(TASK OBJECTIVE): The required result is the number of lines below that hold the word "coordinates", stated without anything else.

(DATASET CONTENT):
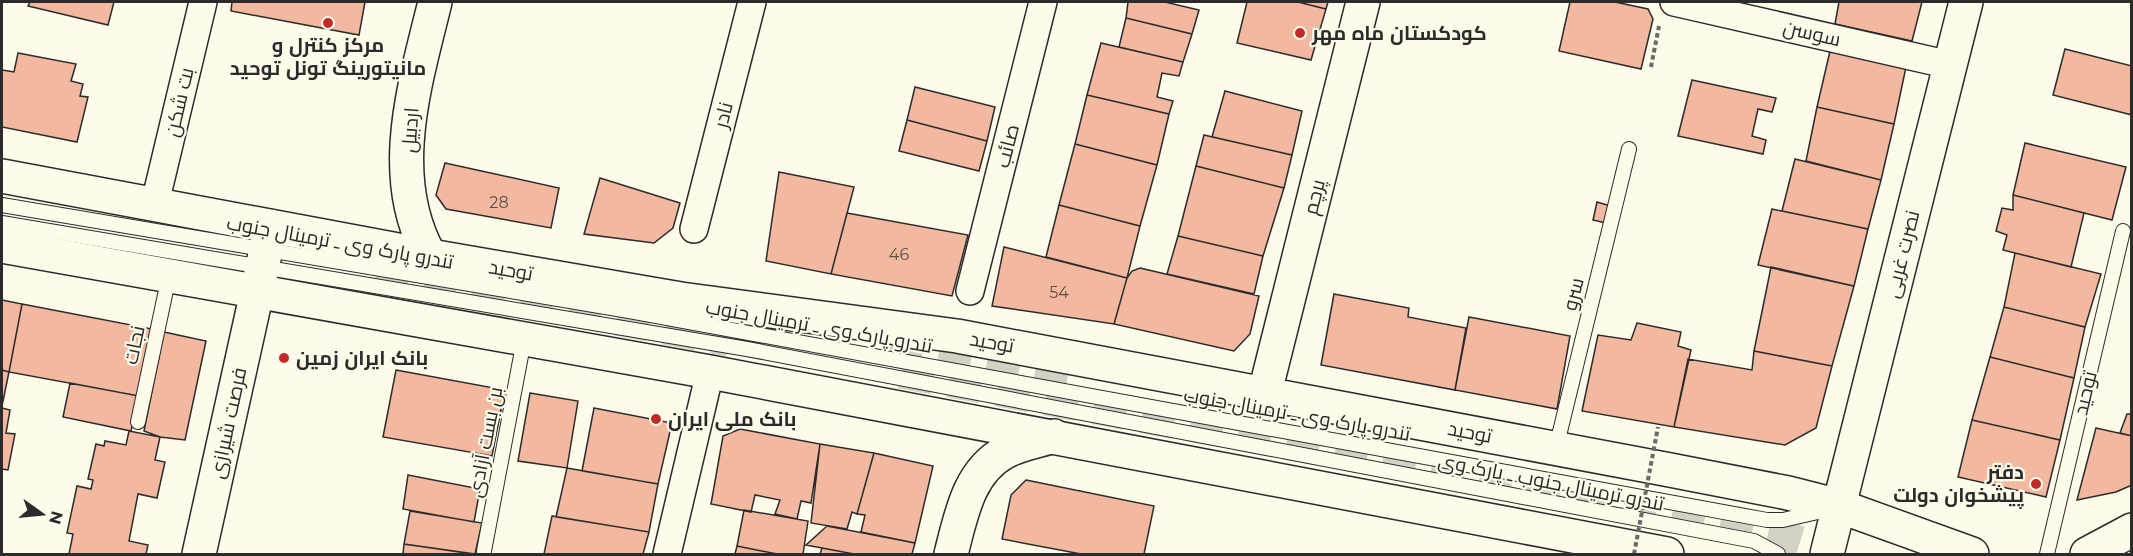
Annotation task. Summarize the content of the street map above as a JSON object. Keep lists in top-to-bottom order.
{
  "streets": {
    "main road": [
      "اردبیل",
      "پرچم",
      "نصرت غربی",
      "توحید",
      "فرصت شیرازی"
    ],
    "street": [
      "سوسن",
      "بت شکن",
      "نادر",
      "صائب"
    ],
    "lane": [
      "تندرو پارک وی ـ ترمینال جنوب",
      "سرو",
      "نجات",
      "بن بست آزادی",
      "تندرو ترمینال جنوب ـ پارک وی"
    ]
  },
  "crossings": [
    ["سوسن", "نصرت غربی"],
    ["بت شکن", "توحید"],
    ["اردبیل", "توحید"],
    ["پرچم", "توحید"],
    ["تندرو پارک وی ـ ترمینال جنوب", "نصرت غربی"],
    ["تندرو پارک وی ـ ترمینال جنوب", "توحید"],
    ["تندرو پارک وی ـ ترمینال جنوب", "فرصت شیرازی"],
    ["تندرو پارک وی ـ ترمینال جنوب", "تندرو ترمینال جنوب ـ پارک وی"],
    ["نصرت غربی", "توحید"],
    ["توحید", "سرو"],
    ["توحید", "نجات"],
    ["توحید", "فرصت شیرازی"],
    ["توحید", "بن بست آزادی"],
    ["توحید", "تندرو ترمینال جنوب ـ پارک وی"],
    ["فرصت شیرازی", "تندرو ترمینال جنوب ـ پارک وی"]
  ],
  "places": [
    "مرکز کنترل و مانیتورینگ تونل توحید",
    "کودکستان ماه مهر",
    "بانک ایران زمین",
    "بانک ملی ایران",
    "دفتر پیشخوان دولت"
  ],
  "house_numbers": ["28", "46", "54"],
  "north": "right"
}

--

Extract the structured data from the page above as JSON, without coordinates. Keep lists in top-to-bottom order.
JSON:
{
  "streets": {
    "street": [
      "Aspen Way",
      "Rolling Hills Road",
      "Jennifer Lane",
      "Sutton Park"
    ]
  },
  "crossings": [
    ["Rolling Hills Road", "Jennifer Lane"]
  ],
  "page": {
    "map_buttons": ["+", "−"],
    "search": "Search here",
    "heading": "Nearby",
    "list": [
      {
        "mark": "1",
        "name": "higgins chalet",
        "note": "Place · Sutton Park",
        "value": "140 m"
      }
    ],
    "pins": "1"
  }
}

--

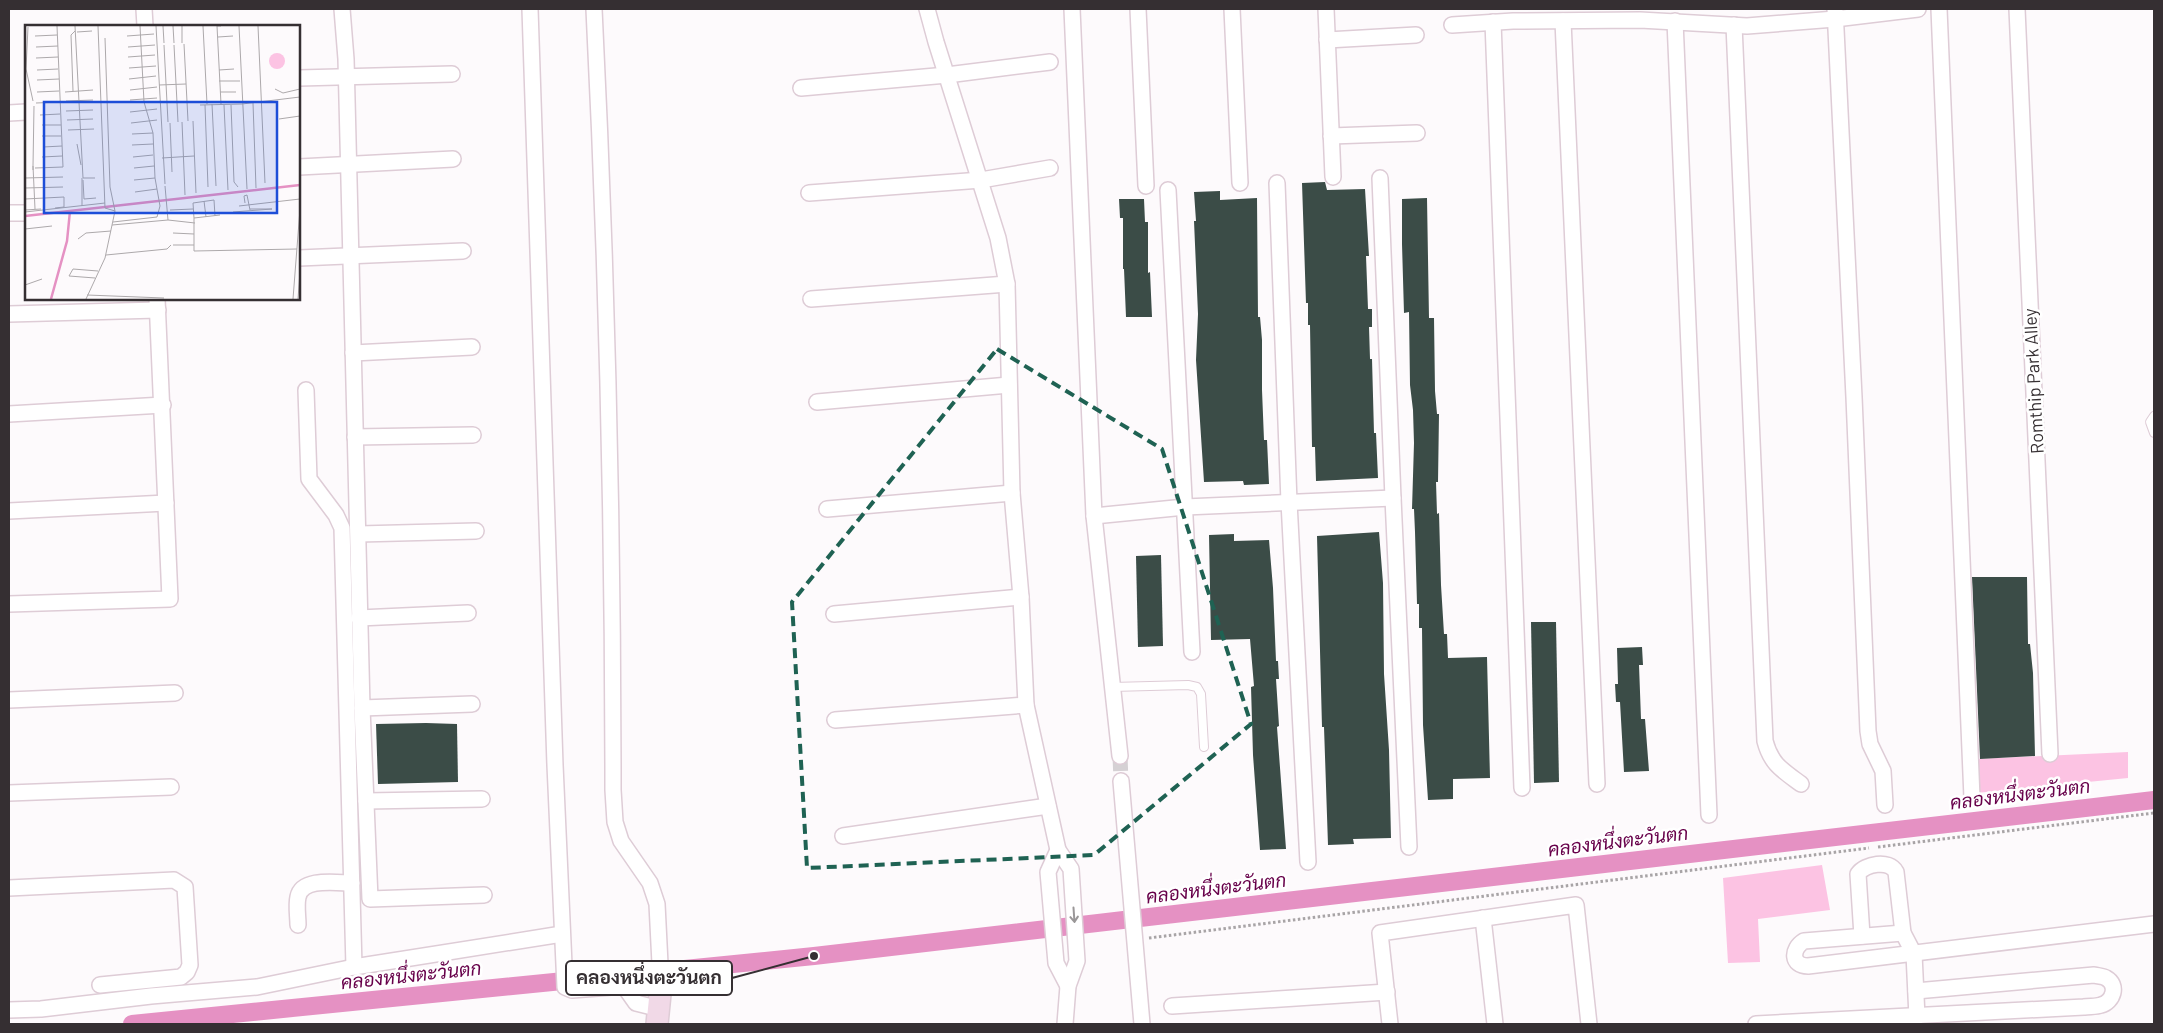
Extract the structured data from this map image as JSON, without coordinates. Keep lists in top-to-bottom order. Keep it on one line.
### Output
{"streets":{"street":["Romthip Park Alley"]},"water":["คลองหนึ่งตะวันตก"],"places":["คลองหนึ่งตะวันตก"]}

(COMPLETED EXERCISE): 2